L’Esprit souffle dans le vent

Des références inédites pour un pape? Pas tant que ça. Bien avant François, Jean Paul II s’était inspiré du répertoire rock. Lors d’un congrès eucharistique à Bologne, en 1997, le pape polonais avait assisté à un concert de Bob Dylan. Il avait ensuite repris les paroles d’une de ses chansons en réponse à un jeune qui lui demandait: «Combien de routes un homme doit arpenter avant que l’on puisse l’appeler un homme?» (‘How many roads must a man walk down before you can call him a man?’) (Bob Dylan/Blowin’in the Wind/1963). «La réponse, il est vrai, ‘souffle dans le vent’ (blowin’in the wind’)», avait répondu le saint, ajoutant: «mais pas dans le vent qui balaie tout dans le néant, dans le vent qui est le souffle de l’Esprit, la voix qui appelle et qui dit ‘viens'». L’incursion dans le monde de la musique contemporaine marquant le souci de Karol Wojtyla de se rapprocher des intérêts de la jeunesse n’allait pas forcément de soi à l’époque.

Pink Floyd sur l’I-POD de Benoît XVI

Ces propos de Jean Paul II avaient notamment mal résonné aux oreilles de son successeur, Joseph Ratzinger, à l’époque préfet de la Congrégation pour la doctrine de la foi (CDF). «J’ai des raisons de douter qu’il faille laisser ce genre de prophètes intervenir», a ainsi soutenu le futur Benoît XVI. Dans une interview de 1986, il avait qualifié le rock’n roll de «véhicule anti-religion». Le pontife émérite, lui-même grand amateur de musique classique et pianiste à ses heures, a-t-il pour autant voué cette musique aux gémonies? Face aux révélations faites en 2010 par l’Osservatore Romano, on peut en douter. Le quotidien du Vatican a publié une liste de 10 albums que le pontife allemand écoute régulièrement sur son I-POD. Des œuvres allant de Michael Jackson à Santana, en passant par Oasis, Pink Floyd, ou encore les Beatles.

Sympathie pour le diable

Ce dernier choix peut surprendre, étant donné les rapports conflictuels que les quatre garçons dans le vent ont entretenus avec l’Eglise catholique.

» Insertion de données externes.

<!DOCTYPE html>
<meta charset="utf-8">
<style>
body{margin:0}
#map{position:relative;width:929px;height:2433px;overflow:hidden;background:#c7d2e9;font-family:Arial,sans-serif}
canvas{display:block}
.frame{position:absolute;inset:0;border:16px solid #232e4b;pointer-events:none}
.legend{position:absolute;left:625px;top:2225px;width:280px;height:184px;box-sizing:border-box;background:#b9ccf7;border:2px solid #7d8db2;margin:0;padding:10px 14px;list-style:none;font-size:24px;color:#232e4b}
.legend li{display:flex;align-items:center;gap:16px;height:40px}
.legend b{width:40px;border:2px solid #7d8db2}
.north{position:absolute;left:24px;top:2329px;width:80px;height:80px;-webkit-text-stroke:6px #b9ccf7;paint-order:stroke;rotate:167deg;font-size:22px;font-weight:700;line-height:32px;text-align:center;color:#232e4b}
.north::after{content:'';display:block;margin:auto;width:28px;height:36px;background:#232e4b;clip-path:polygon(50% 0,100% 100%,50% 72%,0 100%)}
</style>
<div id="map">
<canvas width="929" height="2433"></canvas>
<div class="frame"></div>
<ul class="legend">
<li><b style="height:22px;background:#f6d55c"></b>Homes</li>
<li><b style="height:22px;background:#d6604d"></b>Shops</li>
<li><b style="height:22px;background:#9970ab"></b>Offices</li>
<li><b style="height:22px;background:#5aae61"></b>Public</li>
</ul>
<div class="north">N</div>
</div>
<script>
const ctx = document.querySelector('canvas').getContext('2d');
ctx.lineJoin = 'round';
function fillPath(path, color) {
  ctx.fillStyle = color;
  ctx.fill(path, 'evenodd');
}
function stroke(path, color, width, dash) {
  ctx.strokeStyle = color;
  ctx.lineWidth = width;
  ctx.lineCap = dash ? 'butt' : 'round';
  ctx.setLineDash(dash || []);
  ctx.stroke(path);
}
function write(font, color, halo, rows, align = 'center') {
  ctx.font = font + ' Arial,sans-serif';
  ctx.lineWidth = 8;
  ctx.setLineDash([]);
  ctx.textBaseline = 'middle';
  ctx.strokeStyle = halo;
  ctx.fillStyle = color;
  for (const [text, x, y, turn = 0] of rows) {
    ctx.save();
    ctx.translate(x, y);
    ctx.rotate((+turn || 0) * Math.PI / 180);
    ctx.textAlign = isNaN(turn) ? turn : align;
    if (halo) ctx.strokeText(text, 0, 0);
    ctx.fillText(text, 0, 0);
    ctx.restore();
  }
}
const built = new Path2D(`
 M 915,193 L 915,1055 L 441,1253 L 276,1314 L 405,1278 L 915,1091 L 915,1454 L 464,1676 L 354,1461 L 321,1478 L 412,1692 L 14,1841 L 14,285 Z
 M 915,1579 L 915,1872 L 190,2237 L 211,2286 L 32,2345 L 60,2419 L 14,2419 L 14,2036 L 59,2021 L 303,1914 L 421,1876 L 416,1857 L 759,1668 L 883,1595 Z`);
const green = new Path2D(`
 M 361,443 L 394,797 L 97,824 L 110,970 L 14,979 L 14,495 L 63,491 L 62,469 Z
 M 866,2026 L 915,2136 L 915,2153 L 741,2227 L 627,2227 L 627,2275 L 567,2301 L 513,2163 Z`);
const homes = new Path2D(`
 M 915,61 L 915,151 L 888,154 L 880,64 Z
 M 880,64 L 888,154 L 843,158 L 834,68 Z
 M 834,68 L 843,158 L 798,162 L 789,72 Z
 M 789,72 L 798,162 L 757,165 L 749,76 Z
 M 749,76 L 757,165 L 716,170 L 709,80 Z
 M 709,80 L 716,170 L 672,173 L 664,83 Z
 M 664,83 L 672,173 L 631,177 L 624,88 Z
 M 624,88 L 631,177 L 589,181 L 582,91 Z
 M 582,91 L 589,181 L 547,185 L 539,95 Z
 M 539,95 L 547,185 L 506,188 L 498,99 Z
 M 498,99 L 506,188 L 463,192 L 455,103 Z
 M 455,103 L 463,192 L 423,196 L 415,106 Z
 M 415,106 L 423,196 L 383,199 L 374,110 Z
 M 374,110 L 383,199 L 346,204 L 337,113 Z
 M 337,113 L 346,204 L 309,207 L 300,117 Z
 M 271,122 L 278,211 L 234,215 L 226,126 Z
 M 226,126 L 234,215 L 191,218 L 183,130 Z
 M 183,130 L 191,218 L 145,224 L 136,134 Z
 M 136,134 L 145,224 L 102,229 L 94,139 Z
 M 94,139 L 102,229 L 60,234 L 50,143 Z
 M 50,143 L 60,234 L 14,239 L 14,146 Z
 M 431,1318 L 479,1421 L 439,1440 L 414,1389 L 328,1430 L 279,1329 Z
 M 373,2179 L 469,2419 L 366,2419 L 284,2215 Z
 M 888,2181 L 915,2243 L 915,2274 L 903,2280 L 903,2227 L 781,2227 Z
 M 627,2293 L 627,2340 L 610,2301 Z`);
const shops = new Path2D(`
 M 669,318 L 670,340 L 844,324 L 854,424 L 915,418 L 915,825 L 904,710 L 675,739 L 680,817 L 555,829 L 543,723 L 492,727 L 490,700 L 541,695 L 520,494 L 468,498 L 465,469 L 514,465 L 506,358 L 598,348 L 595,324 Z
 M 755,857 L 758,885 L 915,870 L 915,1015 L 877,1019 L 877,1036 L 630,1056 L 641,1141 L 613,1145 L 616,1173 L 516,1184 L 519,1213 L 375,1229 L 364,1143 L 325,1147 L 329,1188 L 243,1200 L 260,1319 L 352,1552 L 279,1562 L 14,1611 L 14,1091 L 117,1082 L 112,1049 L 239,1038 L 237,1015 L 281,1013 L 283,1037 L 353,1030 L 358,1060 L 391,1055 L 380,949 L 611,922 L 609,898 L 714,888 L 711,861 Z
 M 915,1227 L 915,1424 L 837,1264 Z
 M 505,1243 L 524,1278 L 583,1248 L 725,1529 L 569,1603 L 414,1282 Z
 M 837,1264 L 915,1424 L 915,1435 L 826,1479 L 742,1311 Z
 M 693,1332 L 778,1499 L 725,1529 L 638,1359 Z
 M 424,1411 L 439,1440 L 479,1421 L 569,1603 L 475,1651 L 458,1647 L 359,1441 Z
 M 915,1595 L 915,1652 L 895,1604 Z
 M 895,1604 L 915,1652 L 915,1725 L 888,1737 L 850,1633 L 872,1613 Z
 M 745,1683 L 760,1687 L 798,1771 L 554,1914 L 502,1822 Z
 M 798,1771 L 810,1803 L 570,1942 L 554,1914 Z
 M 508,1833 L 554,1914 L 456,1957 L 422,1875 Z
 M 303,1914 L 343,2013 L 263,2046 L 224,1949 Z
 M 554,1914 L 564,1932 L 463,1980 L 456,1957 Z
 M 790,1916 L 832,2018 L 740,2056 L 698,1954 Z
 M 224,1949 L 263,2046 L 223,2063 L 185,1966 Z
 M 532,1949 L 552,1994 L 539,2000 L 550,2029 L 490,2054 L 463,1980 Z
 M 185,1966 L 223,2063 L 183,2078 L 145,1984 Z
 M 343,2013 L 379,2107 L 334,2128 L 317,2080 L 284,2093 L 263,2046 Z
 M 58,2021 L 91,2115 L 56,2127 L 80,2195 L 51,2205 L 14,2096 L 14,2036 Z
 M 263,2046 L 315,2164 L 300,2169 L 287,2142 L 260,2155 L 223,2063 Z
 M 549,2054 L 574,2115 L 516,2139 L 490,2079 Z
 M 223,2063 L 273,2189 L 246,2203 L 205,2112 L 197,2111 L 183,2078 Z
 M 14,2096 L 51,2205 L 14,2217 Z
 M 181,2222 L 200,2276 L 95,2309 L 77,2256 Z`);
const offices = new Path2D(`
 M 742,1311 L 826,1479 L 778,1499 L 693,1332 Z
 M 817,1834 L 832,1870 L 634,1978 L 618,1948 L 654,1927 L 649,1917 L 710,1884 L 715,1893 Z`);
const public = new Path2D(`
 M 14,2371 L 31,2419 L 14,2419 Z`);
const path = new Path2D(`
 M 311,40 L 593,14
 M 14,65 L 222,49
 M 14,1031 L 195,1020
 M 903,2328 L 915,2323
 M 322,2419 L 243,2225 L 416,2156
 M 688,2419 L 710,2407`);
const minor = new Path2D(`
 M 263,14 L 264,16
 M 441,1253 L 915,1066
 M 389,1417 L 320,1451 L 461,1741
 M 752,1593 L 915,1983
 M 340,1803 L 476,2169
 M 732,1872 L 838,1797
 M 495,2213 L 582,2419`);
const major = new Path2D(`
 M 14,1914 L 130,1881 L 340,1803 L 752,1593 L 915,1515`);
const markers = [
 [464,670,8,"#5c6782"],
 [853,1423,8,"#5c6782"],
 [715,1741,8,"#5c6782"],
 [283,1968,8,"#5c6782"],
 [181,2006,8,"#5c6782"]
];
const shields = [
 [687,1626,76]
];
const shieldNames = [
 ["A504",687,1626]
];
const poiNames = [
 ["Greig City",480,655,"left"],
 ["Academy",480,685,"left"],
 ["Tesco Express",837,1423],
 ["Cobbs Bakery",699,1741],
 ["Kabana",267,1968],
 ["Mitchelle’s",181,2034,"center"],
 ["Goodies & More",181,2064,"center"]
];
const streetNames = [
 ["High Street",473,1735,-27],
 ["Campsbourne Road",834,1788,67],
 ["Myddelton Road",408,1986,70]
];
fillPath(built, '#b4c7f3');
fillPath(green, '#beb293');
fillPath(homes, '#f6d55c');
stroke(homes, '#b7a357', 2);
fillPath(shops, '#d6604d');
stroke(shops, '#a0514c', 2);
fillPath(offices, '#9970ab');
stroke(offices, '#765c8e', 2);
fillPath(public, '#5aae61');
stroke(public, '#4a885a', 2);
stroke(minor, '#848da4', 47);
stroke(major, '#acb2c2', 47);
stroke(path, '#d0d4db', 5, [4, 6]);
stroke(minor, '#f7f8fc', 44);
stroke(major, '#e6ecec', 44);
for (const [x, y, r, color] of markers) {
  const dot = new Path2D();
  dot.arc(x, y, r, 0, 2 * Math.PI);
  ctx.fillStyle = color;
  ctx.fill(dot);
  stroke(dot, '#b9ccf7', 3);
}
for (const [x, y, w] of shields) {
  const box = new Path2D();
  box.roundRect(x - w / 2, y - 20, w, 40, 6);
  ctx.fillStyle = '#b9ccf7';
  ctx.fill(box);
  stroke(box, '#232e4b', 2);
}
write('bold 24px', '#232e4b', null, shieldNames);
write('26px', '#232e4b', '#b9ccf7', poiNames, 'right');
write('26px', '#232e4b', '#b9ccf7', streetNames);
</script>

Il est connu que certaines paroles de leurs chansons faisaient référence de façon moqueuse à la papauté. En 1966, John Lenon avait déclaré que lui et ses collègues étaient «plus populaires que Jésus-Christ». Perçue par certains milieux chrétiens comme blasphématoire, la déclaration avait même mené à des autodafés de disques au sud des Etats-Unis.

Dès les premiers sons de guitares électriques, le rock et le Vatican n’ont pas été sur la même longueur d’ondes. Peu de grands noms du rock ont été de réelles «groupies» du Saint-Siège. Outre les Beatles, les Rolling Stones, autre groupe mythique des années 1960, n’ont certainement pas aidé au rapprochement en écrivant «Sympathy for the Devil» (sympathie pour le diable).

Ballade irlandaise

Des sommets d’antipathie ont été atteints en 1992, lorsque la chanteuse Sinnead O’Connor a déchiré en direct à la télévision irlandaise une photo du pape Jean Paul II, appelant à «lutter contre le vrai ennemi». Un clivage particulièrement douloureux dans ce pays où la musique et le catholicisme sont deux «piliers» de la nation.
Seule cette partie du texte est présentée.